Supply Chain Leaders Open To Eco-Friendly Circular Economy
The circular economy—an economic model that separates the ability to achieve economic growth from the consumption of natural resources and in which business models encourage continuous reuse of materials to minimize waste and the demand for additional natural resource consumption—is finding supporters among supply chain leaders. A survey conducted by research and advisory firm Gartner finds 70 percent of businesses plan to invest in the practice in the next 18 months.
“The circular economy creates an ecosystem of materials,” says Sarah Watt, senior director analyst with the Gartner Supply Chain practice. “What was previously viewed as waste now has value. However, those ecosystems are complex and include many interdependencies and feedback loops. Digital technology has the potential to provide visibility and enable improved decision making when it comes to raw materials and services. Already, 35 percent of companies believe that digital technology will be a key enabler for their circular economy strategies, but very few are leveraging the technology for this purpose yet."
Gartner reports that only 12 percent of those surveyed have linked their digital and circular economy strategies so far.
The survey showed that rather than a single technology enabling the shift to a circular economy, organizations are focusing on four key technologies to advance their activities: advanced analytics, 3D printing, the Internet of Things (IoT) and machine learning (ML).
“It’s interesting to see that only few organizations are currently using blockchain. However, 38 percent of respondents are planning to explore the use of blockchain for the circular economy in the next five years,” Watt adds. “For example, the technology can be used to give materials a single digital identity and to enable trade and pay-per-use, although we are yet to see scaled use cases of blockchain for the circular economy.”
Gartner’s survey found that the top four areas of the supply chain where digital technology is being applied are delivery (46 percent), customer engagement (45 percent), manufacturing and remanufacturing (43 percent), and planning (43 percent). Only 27 percent of respondents are currently using digital technologies to improve reverse logistics, but 39 percent plan to do so within the next two years.

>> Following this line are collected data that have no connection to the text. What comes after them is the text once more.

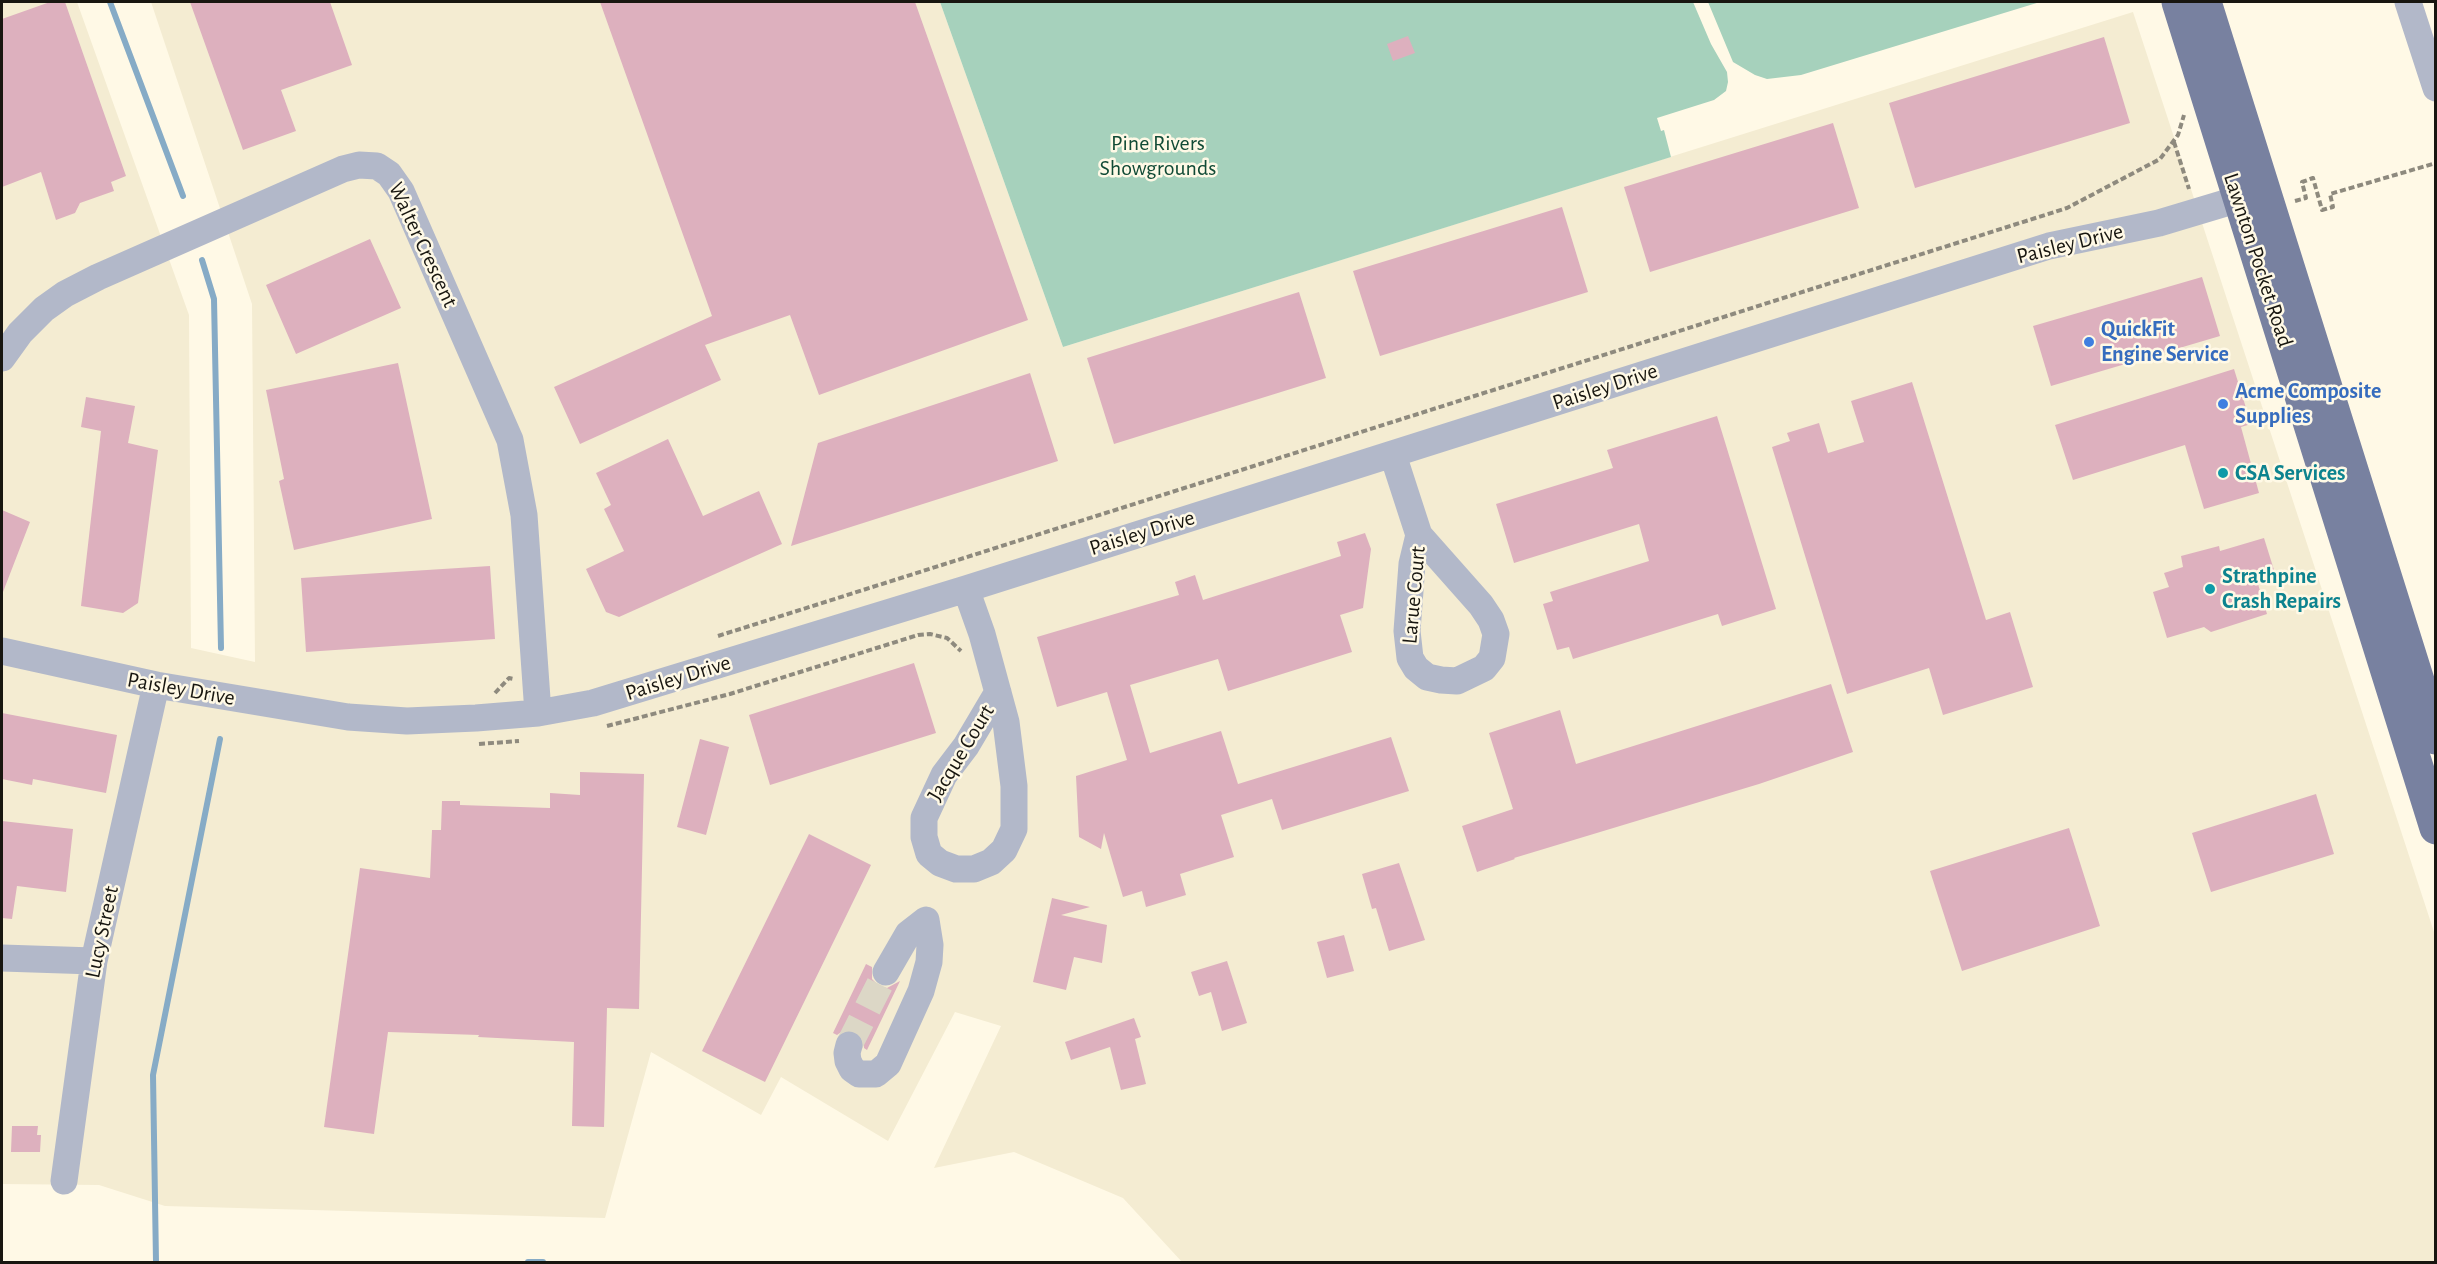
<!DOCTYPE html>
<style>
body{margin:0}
#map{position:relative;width:2437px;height:1264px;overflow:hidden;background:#fff9e6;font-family:"Alegreya Sans",sans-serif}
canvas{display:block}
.frame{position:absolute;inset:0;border:3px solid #181610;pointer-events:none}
</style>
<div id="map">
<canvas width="2437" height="1264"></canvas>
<div class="frame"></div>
</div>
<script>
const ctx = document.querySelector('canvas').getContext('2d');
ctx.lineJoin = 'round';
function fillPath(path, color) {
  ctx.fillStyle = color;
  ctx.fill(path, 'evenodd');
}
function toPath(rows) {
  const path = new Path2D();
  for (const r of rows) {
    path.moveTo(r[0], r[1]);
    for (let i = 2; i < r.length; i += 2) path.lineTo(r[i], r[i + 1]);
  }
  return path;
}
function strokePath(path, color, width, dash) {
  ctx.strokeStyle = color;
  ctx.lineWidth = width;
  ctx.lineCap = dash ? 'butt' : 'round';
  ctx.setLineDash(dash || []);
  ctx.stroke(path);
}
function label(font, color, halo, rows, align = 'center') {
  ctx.font = font + ' "Alegreya Sans",sans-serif';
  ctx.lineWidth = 5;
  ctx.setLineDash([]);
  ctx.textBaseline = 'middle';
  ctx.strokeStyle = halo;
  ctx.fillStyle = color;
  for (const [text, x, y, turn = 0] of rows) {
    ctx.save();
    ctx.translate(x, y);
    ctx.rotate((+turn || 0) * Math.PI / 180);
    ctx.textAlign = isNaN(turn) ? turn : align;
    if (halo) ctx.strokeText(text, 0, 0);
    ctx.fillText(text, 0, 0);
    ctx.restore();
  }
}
const built = toPath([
 [2,2,77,2,189,315,191,648,255,662,252,304,151,2,940,2,1063,347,2133,12,2435,935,2435,1262,1182,1262,1123,1198,1014,1152,934,1168,1001,1026,955,1012,888,1141,781,1077,761,1115,651,1052,605,1218,165,1206,99,1185,2,1184]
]);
const green = toPath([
 [940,2,1693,2,1711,44,1727,72,1728,82,1726,91,1714,100,1657,118,1661,131,1664,130,1671,157,1063,347],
 [1708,2,2040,2,1801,75,1767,79,1755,75,1733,62]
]);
const stream = toPath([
 [110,2,183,196],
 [202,260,214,299,221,648],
 [156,1262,153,1075,220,739],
 [528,1262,543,1262]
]);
const building = toPath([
 [50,2,65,2,126,176,111,182,114,191,80,203,75,213,56,220,41,172,2,187,2,19],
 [190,2,330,2,352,65,281,90,296,131,243,150],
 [600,2,915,2,1028,320,819,395,790,315,705,345,721,380,580,444,554,387,712,316],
 [1408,36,1415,53,1393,61,1387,44],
 [2104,37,2130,123,1915,188,1889,103],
 [1833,123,1859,208,1650,272,1624,187],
 [1562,207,1588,292,1380,356,1353,271],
 [370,239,401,308,296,354,266,285],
 [2202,277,2220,336,2051,386,2033,326],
 [1299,292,1326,378,1114,444,1087,358],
 [398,363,432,519,294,550,279,481,284,479,266,390],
 [2234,369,2251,424,2241,427,2259,493,2204,509,2185,445,2073,480,2055,425],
 [1030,373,1058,461,791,546,818,443],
 [1912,382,1986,620,2010,612,2033,687,1943,715,1929,668,1847,694,1772,447,1790,441,1787,433,1819,423,1828,453,1864,442,1851,401],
 [86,397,135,406,128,443,158,450,138,603,123,613,81,606,101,431,81,427],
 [1717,416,1776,609,1722,626,1718,614,1573,659,1569,647,1557,650,1543,604,1553,601,1550,592,1649,561,1639,524,1514,563,1496,504,1613,468,1607,450],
 [668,439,703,516,759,491,782,544,619,617,606,612,586,569,624,551,604,509,611,505,596,473],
 [2,510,30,522,3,592,2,592],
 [1365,533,1371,549,1363,608,1340,615,1352,652,1228,691,1218,659,1130,685,1150,753,1221,731,1238,784,1391,737,1409,791,1282,830,1272,799,1221,815,1234,857,1180,874,1186,895,1146,907,1142,891,1123,897,1104,833,1101,849,1079,837,1076,776,1127,760,1107,692,1057,707,1037,637,1179,595,1175,582,1195,575,1203,600,1341,556,1337,542],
 [2264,538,2274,570,2255,574,2267,614,2211,632,2204,627,2167,638,2153,592,2169,587,2164,573,2183,567,2181,556,2219,546,2220,551],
 [490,566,495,639,306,652,301,578],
 [914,663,936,733,770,785,749,715],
 [1831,684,1853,752,1759,784,1514,858,1515,859,1477,872,1462,826,1513,809,1489,733,1560,710,1576,764],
 [2,713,117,735,106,793,33,779,32,785,2,779],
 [700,739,729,747,706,835,677,827],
 [580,772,644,774,639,1009,607,1008,604,1127,572,1126,574,1042,478,1037,479,1035,388,1032,374,1134,324,1127,360,868,430,878,432,830,441,830,442,801,460,801,460,805,550,808,550,793,580,795],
 [2316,794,2334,854,2211,892,2192,833],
 [2,821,73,829,66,892,17,886,12,919,2,918],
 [2069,828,2100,926,1962,971,1930,871],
 [809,834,871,865,765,1082,702,1051],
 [1399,863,1425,940,1389,951,1376,908,1372,909,1362,874],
 [1052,898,1090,907,1061,915,1107,925,1102,963,1074,957,1066,990,1033,982],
 [1344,935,1354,971,1327,978,1317,942],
 [1227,961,1247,1023,1222,1031,1211,992,1199,996,1191,972],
 [866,964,872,967,872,979,879,986,887,988,900,981,867,1050,864,1048,864,1040,860,1034,853,1030,844,1030,837,1035,833,1033],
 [1134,1018,1141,1037,1135,1039,1146,1084,1121,1090,1110,1047,1071,1060,1065,1042],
 [12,1126,38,1126,37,1135,41,1135,40,1152,11,1152]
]);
const minorTunnel = toPath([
 [849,1045,886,972]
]);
const path = toPath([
 [2174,142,2189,189],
 [2295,201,2306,198,2302,182,2313,178,2322,210,2333,207,2330,194,2436,163],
 [718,636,2067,208,2160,159,2178,135,2184,115],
 [495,693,509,678,514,679],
 [607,726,730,694,918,635,930,634,947,638,961,651],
 [479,744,519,741]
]);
const minor = toPath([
 [2408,2,2436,88],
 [2,358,20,333,44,309,65,294,98,277,343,169,359,165,377,166,389,174,401,191,510,440,524,515,538,713],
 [1393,455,1419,535,1481,605,1491,620,1496,634,1492,658,1484,668,1457,681,1441,680,1427,677,1416,668,1410,658,1407,631,1412,564,1419,535],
 [966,589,982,634,1006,722,1014,786,1014,829,1004,850,991,862,974,869,956,869,940,863,929,854,924,837,924,818,944,775,966,746,998,692],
 [2,651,156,685,348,717,407,721,476,718,538,713,593,703,966,589,2049,246,2159,223,2259,193],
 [2,958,94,961],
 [849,1045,847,1053,848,1061,852,1069,859,1074,876,1074,888,1064,921,991,929,962,930,945,926,920,908,934,886,972],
 [64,1181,94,961,156,685]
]);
const major = toPath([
 [2178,2,2436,828],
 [2205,2,2436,738]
]);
const markers = [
 [2089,342,6,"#3f7fe0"],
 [2223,404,6,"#3f7fe0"],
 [2223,473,6,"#0f9aa8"],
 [2210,589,6,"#0f9aa8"]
];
const parkNames = [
 ["Pine Rivers",1158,143],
 ["Showgrounds",1158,168]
];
const streetNames = [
 ["Paisley Drive",2070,244,-14],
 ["Walter Crescent",423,245,65],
 ["Lawnton Pocket Road",2258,260,72],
 ["Paisley Drive",1605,387,-18],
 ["Paisley Drive",1142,533,-17],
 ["Larue Court",1414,595,-85],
 ["Paisley Drive",678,678,-17],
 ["Paisley Drive",181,689,10],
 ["Jacque Court",961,753,-59],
 ["Lucy Street",102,932,-78]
];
const shopNames = [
 ["QuickFit",2101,329],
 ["Engine Service",2101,354],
 ["Acme Composite",2235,391],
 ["Supplies",2235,416]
];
const cultureNames = [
 ["CSA Services",2235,473],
 ["Strathpine",2222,576],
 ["Crash Repairs",2222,601]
];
fillPath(built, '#f4ecd2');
fillPath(green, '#a6d1bc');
strokePath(stream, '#86abc6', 6);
fillPath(building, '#ddb0be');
strokePath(minorTunnel, '#dcd7c6', 27, [27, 14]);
strokePath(path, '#8e8a7e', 4, [6, 3]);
strokePath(minor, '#b2b8c9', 27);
strokePath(major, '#7881a0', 33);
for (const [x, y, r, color] of markers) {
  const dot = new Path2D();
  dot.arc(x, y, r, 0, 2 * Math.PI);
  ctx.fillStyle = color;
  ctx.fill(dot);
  strokePath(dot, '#fff9e6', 2);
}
label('22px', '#104a35', '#fff9e6', parkNames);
label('22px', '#181610', '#fff9e6', streetNames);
label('bold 22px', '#366cbe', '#fff9e6', shopNames, 'left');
label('bold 22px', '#0d838f', '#fff9e6', cultureNames, 'left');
</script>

“The difference in emphasis between delivery and reverse logistics is intriguing,” says Watt. “On the one hand, we observe organizations using technology such as analytics and alternative vehicles to optimize their routes and reduce emissions. You can argue that those actions should be considered a sustainable practice rather than one that enables the outcomes of the circular economy.
“On the other hand, reclaiming materials at the end of life requires reverse logistics for pickup and return to either the organization or a third party. Our results show that, in the next two years, reverse logistics will garner the most attention. This indicates that companies are looking at how to take back products for reuse, refurbishment or recycling—an important step on the way to the circular economy.”